TRAPPERS must be at the forefront of any wild dog policy, according to two Gippsland high country farmers.
Scott McCole of Swifts Creek and Kevin Miles of Rileys Creek believe the Victorian Government had placed too much emphasis on 1080 baiting programs and not enough on trapping dogs.
"Baiting has its place, but without trapping and shooting you can't protect the sheep," Mr McCole said.
It was an issue raised at last month's Tallangatta wild dog forum, when many landholders disputed the effectiveness of the increased baiting programs compared with trapping.
Mr McCole said that up until about a year ago the Department of Primary Industries trapping program in their area had virtually ceased and producers were losing thousands of sheep
Four years ago Mr Miles lost 1000 sheep in 12 months and now runs only half the number of Merinos he used to.
He and Mr McCole said their region had been well-serviced by an experienced DPI wild dog controller in the past 12 months and had not lost a sheep for four months.
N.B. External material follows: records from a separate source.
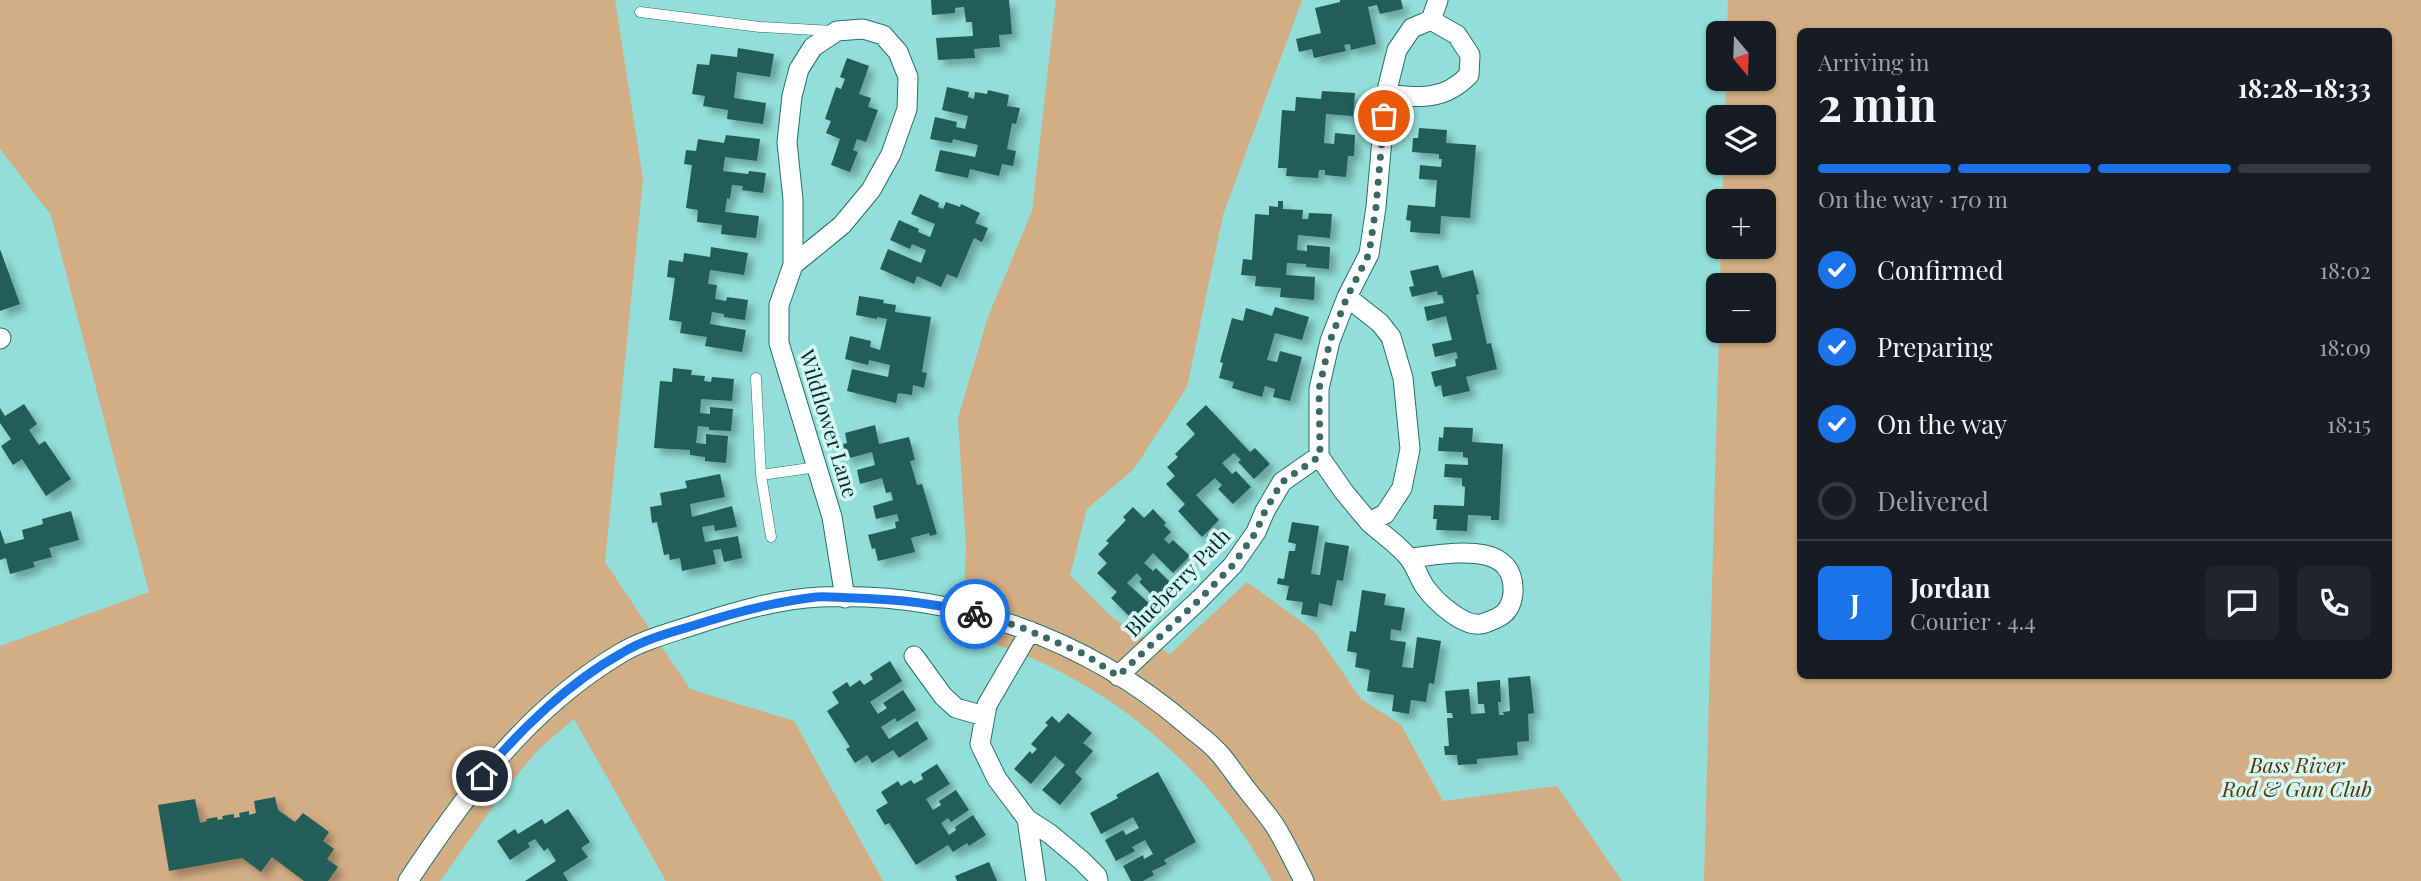 <!DOCTYPE html>
<meta charset="utf-8">
<style>
:root{--surface:#171b24;--page:#20242c;--text:#f1f3f6;--muted:#9ea1a6;--line:#363941;--accent:#1a73e8}
body{margin:0;font-family:"Playfair Display",serif;background:var(--page);color:var(--text);height:100vh;display:flex;flex-direction:column;font-size:26px;white-space:nowrap}
*{box-sizing:border-box;margin:0}
p{font-size:23px;color:var(--muted)}
.icon{flex:none;width:38px;height:38px;fill:none;stroke:currentColor;stroke-width:2;stroke-linecap:round;stroke-linejoin:round}
.map{position:relative;flex:1;overflow:hidden}
.panel{position:absolute;left:1797px;top:28px;width:595px;height:651px;display:flex;flex-direction:column;background:var(--surface);border-radius:10px;box-shadow:0 2px 5px #0004}
.panel>*{flex:none}
.needle{width:46px;rotate:161deg}
.buttons{position:absolute;left:1706px;top:21px;display:grid;gap:14px}
.buttons a{display:grid;place-items:center;width:70px;height:70px;border-radius:10px;background:var(--surface);box-shadow:0 2px 5px #0004;font-size:35px}
.pin{position:absolute;display:grid;place-items:center;width:60px;height:60px;color:#fff;margin:-30px;border:4px solid #fff;border-radius:50%;box-shadow:0 2px 7px #0007}
.courier{position:absolute;display:grid;place-items:center;width:70px;height:70px;margin:-35px;border:5px solid #1a73e8;border-radius:50%;background:#fff;color:#222;box-shadow:0 2px 9px #0007}
.head em{font-style:normal;font-weight:700}
.head div{display:flex;flex-direction:column-reverse}
.head{display:flex;align-items:center;justify-content:space-between;height:119px;padding:0 21px}
h1{font-size:46px;font-weight:700;line-height:52px}
.bar{display:grid;grid-template-columns:repeat(4,1fr);gap:10px 7px;align-content:center;height:84px;padding:0 21px}
.bar i{height:9px;border-radius:5px;background:var(--line)}
.bar .selected{background:var(--accent)}
.bar p{grid-column:span 4}
.line{display:flex;align-items:center;gap:18px;padding:0 21px;border-top:2px solid var(--line)}
.line div{flex:1}
.round{display:grid;place-items:center;flex:none;width:74px;height:74px;border-radius:10px;background:var(--page)}
ol{padding:0 21px;list-style:none}
li{display:flex;align-items:center;gap:21px;height:77px}
li p{margin-inline-start:auto}
li .icon{padding:7px;border-radius:50%;background:var(--accent);color:#fff;stroke-width:4}
li:last-child{color:var(--muted)}
li i{width:38px;height:38px;border:4px solid var(--line);border-radius:50%}
.map>svg:first-child{display:block}
.green{fill:#d3ad84;fill-rule:evenodd}
.building{fill:#215d59;filter:url(#shadow)}
.lines{fill:none;stroke-linecap:round;stroke-linejoin:round}
.lane-casing{stroke:#22716c;stroke-width:11}
.street-casing{stroke:#22716c;stroke-width:21}
.lane{stroke:#fff;stroke-width:10}
.street{stroke:#fff;stroke-width:19}
.done{stroke:#3b6a66;stroke-width:7;stroke-dasharray:0 12.6}
.route{stroke:#1a73e8;stroke-width:9}
.labels{text-anchor:middle;stroke-width:7;stroke-linejoin:round;paint-order:stroke}
.street-label{font-size:21px;fill:#0b2b29;stroke:#d3f7f4}
.park-label{font-size:21px;font-style:italic;fill:#573400;stroke:#d3f7f4}
</style>
<div class="map">
<svg width="2421" height="881" viewBox="0 0 2421 881">
<defs>
<filter id="shadow"><feDropShadow dx="6" dy="6" stdDeviation="3.5" flood-color="#0004"/></filter>
</defs>
<rect width="100%" height="100%" fill="#93ded8"/>
<path class="green" d="M0,0h615l28,179 -38,383 85,127 104,32 89,160h-217l-92,-162 -35,30 -32,38 -67,94h-440v-235l149,-54 -98,-377 -51,-66z
M1056,0h246l-79,215 -36,172 -53,82 -47,40 -17,66 43,43 57,36 77,-72 67,49 47,68 40,26 42,76 114,-15 65,95h-350c-7,-14 -17,-28 -25,-41 -66,-100 -169,-176 -285,-206l4,-87 -8,-129 30,-101 44,-106z
M1728,0h693v881h-717l15,-550h45v-46h-44l1,-38h43v-46h-42l2,-38h40v-46h-39l1,-38h38v-46h-37zM1801,32h588v644h-588z"/>
<path class="building" d="M931,0h78l3,34 -13,1 1,12 -26,2 1,9 -37,2 -2,-22 37,-2 -1,-14h-6l-2,-15 -9,1v5l-23,2z
M1340,0h61l2,9 -23,5 -3,-9 -9,2 8,37 -25,6 -1,-6 -6,1 2,6 -32,7 -2,-9 -13,3 -3,-13 25,-6 -6,-25 25,-6z
M738,48l36,6 -4,23 -33,-5 -3,26 32,5 -3,21 -36,-5 1,-9 -25,-4 2,-10 -13,-2 5,-30 12,1 2,-11 26,3z
M847,58l22,8 -10,28 12,4 -3,9 10,3 -12,32 -9,-3 -4,11 5,2 -8,20 -19,-7 9,-26 -14,-6 5,-12 -6,-2 11,-32 5,2 4,-10 -5,-2z
M947,87l22,5 -1,5 6,2 1,-7 12,2 1,-4 21,5 -2,11 13,2 -4,16 -4,-1 -5,26 9,2 -3,15 -11,-2 -3,12 -29,-7 -2,9 -33,-7 5,-21 35,7 3,-12 -25,-6 -1,4 -22,-4 5,-22 22,5 -1,5 9,2 3,-13 -26,-6z
M1322,91l33,2 -2,23 -27,-2 -2,29 10,1 1,-11 20,2 -1,21h-6l-2,21 -21,-2v-5h-6l-1,8 -32,-2 1,-8h-9l4,-58 13,1 1,-14 25,2z
M1419,128l28,2 -1,13 30,2 -6,73 -29,-2 -1,18 -30,-2 1,-11 -5,-1 2,-15 27,2 2,-27 -18,-1 1,-14 21,2 1,-8h-3v-5l-27,-2 1,-14h5z
M726,135l34,4 -3,22 -32,-4 -2,14 25,3 1,-3 17,2 -3,20 -21,-3 1,-4 -11,-1 -2,14 -3,-1 -2,14 34,4 -3,22 -35,-4 1,-9 -25,-3 1,-12 -12,-2 6,-43 -8,-1 2,-14 10,1 2,-12 26,4z
M920,194l19,9 -1,4 5,2 3,-7 14,5 1,-3 19,9 -5,10 13,5 -6,14 -8,-4 -17,40 -10,-4 -6,13 -24,-11 -3,8 -34,-15 8,-20 33,14 5,-13 -14,-6 -2,5 -20,-9 9,-20 20,9 -1,3 12,5 5,-13 -24,-10z
M1278,201h5v8l20,1 -1,9h6l1,-6 23,1 -2,24 -32,-3 -1,15 10,1v-6l23,2 -1,22 -23,-2v-3l-19,-1 -1,12 29,2 -1,23 -34,-3 1,-9 -26,-2 1,-10 -15,-1 2,-16 9,1 3,-46 14,1v-9l9,1z
M711,247l37,6 -4,22 -34,-5 -2,14 9,1 -2,14 11,2 1,-4 21,3 -3,20 -21,-3v-3l-12,-2 -2,12 36,6 -4,22 -37,-6 2,-9 -27,-4 2,-11 -13,-2 6,-42 -8,-1 2,-17 14,2 1,-9 26,4z
M0,249l20,55 -20,7z
M1438,265l4,13 31,-8 6,24 -3,1 11,49 4,-1 6,26 -31,8 4,14 -27,6 -2,-12 -6,2 -4,-15 25,-6 -1,-7 3,-1 -2,-6 -21,5 -3,-13 20,-4 -6,-24 -19,5 -3,-14 20,-4 -2,-8h-4l-1,-4 -25,6 -3,-10 5,-1 -4,-15z
M859,296l25,4 -1,3 13,2 -1,7 36,5 -9,55 5,1 -3,15 -11,-3 -1,10 -14,-2 -2,10 -49,-12 5,-22 36,8 2,-12 -21,-5 -1,5 -23,-6 5,-23 21,5 -1,6 10,3 7,-31 -10,-2v2l-21,-4z
M1275,307l34,10 -7,23 -27,-7 -8,27 10,2 3,-11 22,6 -12,44 -17,-4 2,-8 -10,-3 -3,11 -30,-9 2,-6 -15,-4 4,-15 -3,-1 12,-44 11,3 3,-13 26,8z
M673,368l19,2 -1,5 14,1 -1,5 7,1 1,-5 22,2 -2,22 -31,-2 -1,14 10,1v-7l23,2 -2,22 -22,-1v-3l-11,-1 -2,17 10,1v-10l22,2 -2,27 -21,-2v-4l-15,-2v-5l-36,-2 6,-67 12,1z
M24,404l13,20 -8,6 10,15 6,-4 26,38 -25,17 -24,-37 -9,6 -12,-19 10,-7 -11,-16v-15l5,8z
M1206,405l44,47 5,-4 15,16 -16,15 -16,-17 3,-2 -7,-7 -12,10 10,11 4,-3 15,16 -18,17 -15,-15 4,-4 -7,-7 -19,17 23,25 -17,17 -24,-26 7,-7 -19,-20 9,-8 -8,-9 11,-10 -3,-3 20,-20 -9,-10z
M875,425l4,19 30,-7 6,23 -5,1 7,24 5,-1 15,50 -7,2 -1,-3 -18,5 4,14 -37,9 -3,-13 -3,1 -4,-14 28,-7 -1,-6 4,-1 -2,-7 -21,5 -3,-13 20,-6 -2,-8 -5,1 -4,-15 -22,6 -3,-14 18,-5 -3,-13 -26,7 -3,-15 4,-1 -2,-10z
M1444,427l29,1 -1,14 31,2 -4,76h-8v-4l-23,-1 -1,16 -31,-1 1,-11h-4l1,-14 30,1 1,-19 -3,-1v-8l-18,-1 1,-13 23,1v-7l-5,-1v-5l-25,-1 1,-14 4,1z
M720,474l5,23 -35,7 2,13 40,-11 5,21 -22,4 -1,-6 -12,2 3,15 33,-6 4,22 -18,4 -3,-13 -8,1 3,14 -34,7 -2,-13 -10,2 -1,-6 -5,1 -7,-33 -5,1 -2,-16 12,-2 -2,-12 27,-5 -2,-7z
M1133,507l11,11 9,-9 13,14 -2,2 7,7 -7,7 5,5 4,-4 17,16 -17,17 -20,-20 -9,10 9,8 3,-3 14,14 -15,16 -16,-16 3,-3 -5,-6 -10,10 24,22 -16,17 -24,-24 6,-6 -20,-19 10,-10 -9,-9 11,-11 -3,-2 20,-21 -3,-3z
M71,511l8,29 -30,8 3,9 -19,5 2,5 -25,7 -4,-16 -6,2v-31l5,15 19,-5 -2,-9 21,-6 -1,-5z
M1292,522l27,4 -8,48 9,1 5,-33 24,4 -6,35 -6,-1 -5,26 -13,-3 -2,14 -16,-3 2,-12 -17,-2 3,-14 -12,-2 1,-6 6,1 5,-28h6l1,-7 -8,-2z
M1362,590l24,4 -2,11 21,3 -4,23 -10,-2 -1,11 16,2 -4,25 11,1 4,-31 24,4 -7,43 -5,-1 -3,19 -15,-2 -2,14 -17,-3 2,-16 -27,-4 3,-21 -15,-3 2,-14 -10,-2 3,-20 6,1z
M890,661l12,20 -32,21 8,12 9,-6 -4,-5 20,-13 13,20 -19,12 -2,-4 -14,9 8,12 28,-18 11,18 -29,19 -6,-8 -21,13 -5,-8 -12,8 -9,-14 4,-2 -23,-36 12,-8 -7,-11 15,-10 3,5 10,-7 4,5 9,-6 -3,-5z
M1530,676l4,37 -6,1 1,27 -12,1 1,13 -41,4v5l-19,1 -1,-10h-12l-1,-9h5l-2,-28h6l-1,-5h-5l-2,-22 24,-2 2,25 14,-1 -1,-9h-6l-1,-22 23,-2 1,22h-3l1,13h5l-1,-3 7,-1 -2,-33z
M1068,713l24,20 -9,10 10,8 -18,21 7,7 -22,26 -18,-15 23,-25 -10,-9 -24,28 -17,-15 16,-18 2,3 5,-5 -6,-5 17,-19 -3,-2 7,-7 7,7z
M937,764l13,20 -24,15 7,11 8,-5 -2,-4 17,-11 13,20 -18,12 -3,-4 -7,5 8,12 7,-5 -1,-3 18,-12 13,20 -17,11 -2,-3 -14,9 -5,-7 -32,20 -27,-42 -4,2 -9,-15 12,-7 -7,-11 17,-11 3,5 10,-6 3,4 9,-5 -2,-5z
M1158,772l38,70 -32,18 3,4 -15,7 2,4 -11,6h-12l-8,-15 20,-11 1,4 9,-5 -8,-14 -13,7 3,4 -19,10 -11,-21 18,-10 3,5 13,-7 -6,-11 -32,17 -11,-21 28,-15 -2,-3z
M275,797l3,13 17,12 8,-9 26,19 -6,9 11,8 -7,10 11,8 -10,14h-24l-32,-24 -11,15 -19,-14 -73,13 -11,-66 37,-6 5,24 7,-2 -1,-2 11,-2 1,3 5,-1 -1,-3 12,-2v4l6,-1 -1,-4 10,-2v4l7,-2 -2,-12z
M568,809l22,33 -9,6 7,9 -25,16 5,8h-43l31,-20 -8,-13 -4,3 -9,-12 -7,4 2,4 -20,13 -13,-19 18,-12 3,5 24,-15 3,5z
M989,862l8,19h-40l-2,-5z"/>
<g class="lines">
<g class="lane-casing">
<path id="lane" d="M640,12l120,15 73,4
M756,378l5,97 56,-8
M761,475l10,62"/>
</g>
<g class="street-casing">
<path id="street" d="M1431,20l26,15 13,20 -1,20c-25,26 -49,23 -83,19l11,-44 15,-22z
M1431,20l7,-20
M1386,94l-10,113 -7,47 -22,43 33,26 11,14 12,41 7,71 -8,39 -17,26 -16,8c13,12 30,23 40,36 7,9 10,20 16,29 10,14 38,40 56,37 5,-1 11,-4 16,-6 11,-5 15,-14 16,-25 3,-56 -69,-38 -104,-35
M793,265l49,-40 29,-35 20,-36 16,-45 1,-32 -10,-25 -15,-17 -20,-6 -26,2 -24,16 -14,22 -7,27 -5,46 6,58v65l-14,40v38l53,174 13,81
M1347,297l-17,44 -11,48v67l25,36 25,30
M0,339l1,-1
M1030,631l-43,74 -7,39 17,35 30,40 23,15 31,26 16,16 1,5
M914,656l29,40 13,12 28,8
M1118,676l82,-77 33,-34 23,-33 9,-21 17,-29 37,-26
M1027,819l9,62
M408,881c59,-89 119,-172 213,-228 22,-13 49,-20 73,-28 40,-13 84,-26 126,-28 134,-6 266,41 367,128 10,9 21,16 30,26 9,9 16,21 24,31 11,15 24,29 34,44 11,18 20,37 29,55"/>
</g>
<use href="#lane" class="lane"/>
<use href="#street" class="street"/>
</g>
<g class="lines">
<path class="done" d="M975,614l43,12 66,28 34,22 82,-77 33,-34 23,-33 9,-21 17,-29 38,-26 -1,-67 11,-48 17,-44 22,-43 7,-47 8,-91"/>
<path class="route" d="M482,776c37,-46 89,-95 140,-123 21,-13 46,-20 70,-27 40,-13 82,-24 124,-29 12,-1 25,1 38,1 40,1 82,5 121,16"/>
</g>
<g class="labels">
<g class="street-label">
<text transform="translate(828 424) rotate(73)" y="7">Wildflower Lane</text>
<text transform="translate(1178 583) rotate(-46)" y="7">Blueberry Path</text>
</g>
<g class="park-label">
<text x="2297" y="773">Bass River<tspan x="2297" dy="24">Rod &amp; Gun Club</tspan></text>
</g>
</g>
</svg>
<div class="buttons">
<a><svg class="needle" viewBox="-14 -14 28 28"><path d="M0-13l5 13h-10z" fill="#e53935"/><path d="M0 13l5-13h-10z" fill="#9ea1a6"/></svg></a>
<a><svg class="icon" aria-label="layers" viewBox="0 0 24 24"><path d="M12 4l9 5-9 5-9-5zM3 14l9 5 9-5"/></svg></a>
<a>+</a>
<a>−</a>
</div>
<div class="pin" style="left:1384px;top:116px;background:#ea580c"><svg class="icon" aria-label="bag" viewBox="0 0 24 24"><path d="M5 8h14l-1 12H6zM9 8a3 3 0 0 1 6 0"/></svg></div>
<div class="pin" style="left:482px;top:776px;background:#1f2937"><svg class="icon" aria-label="home" viewBox="0 0 24 24"><path d="M3 11l9-7 9 7M6 9v11h12V9"/></svg></div>
<div class="courier" style="left:975px;top:614px"><svg class="icon" aria-label="bike" viewBox="0 0 24 24"><circle cx="6" cy="16" r="4"/><circle cx="18" cy="16" r="4"/><path d="M6 16l4-8h5l3 8M10 8l3 8H6M13 5h3"/></svg></div>
<section class="panel">
<div class="head"><div><h1>2 min</h1><p>Arriving in</p></div><em>18:28–18:33</em></div>
<div class="bar"><i class="selected"></i><i class="selected"></i><i class="selected"></i><i></i><p>On the way · 170 m</p></div>
<ol>
<li><svg class="icon" aria-label="check" viewBox="0 0 24 24"><path d="M5 12l5 5 9-10"/></svg>Confirmed<p>18:02</p></li>
<li><svg class="icon" aria-label="check" viewBox="0 0 24 24"><path d="M5 12l5 5 9-10"/></svg>Preparing<p>18:09</p></li>
<li><svg class="icon" aria-label="check" viewBox="0 0 24 24"><path d="M5 12l5 5 9-10"/></svg>On the way<p>18:15</p></li>
<li><i></i>Delivered</li>
</ol>
<div class="line" style="height:126px"><b class="round" style="background:var(--accent);color:#fff">J</b><div><b>Jordan</b><p>Courier · 4.4</p></div><a class="round"><svg class="icon" aria-label="chat" viewBox="0 0 24 24"><path d="M4 5h16v11H9l-5 4z"/></svg></a><a class="round"><svg class="icon" aria-label="phone" viewBox="0 0 24 24"><path d="M5 4h4l2 5-3 2q2 4 5 5l2-3 5 2v4C11 20 4 13 5 4z"/></svg></a></div>
</section>
</div>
But they remain concerned about the department's commitment to maintaining this level of service.
"I'm scared we will end up losing our trapper because of the lack of recognition for their role," Mr Miles said.
"It's all about baits and not about trappers."
A DPI spokesman said the department had "moved away from a reliance on reactive trapping and has more focus on proactive baiting to complement reactive trapping and other control methods".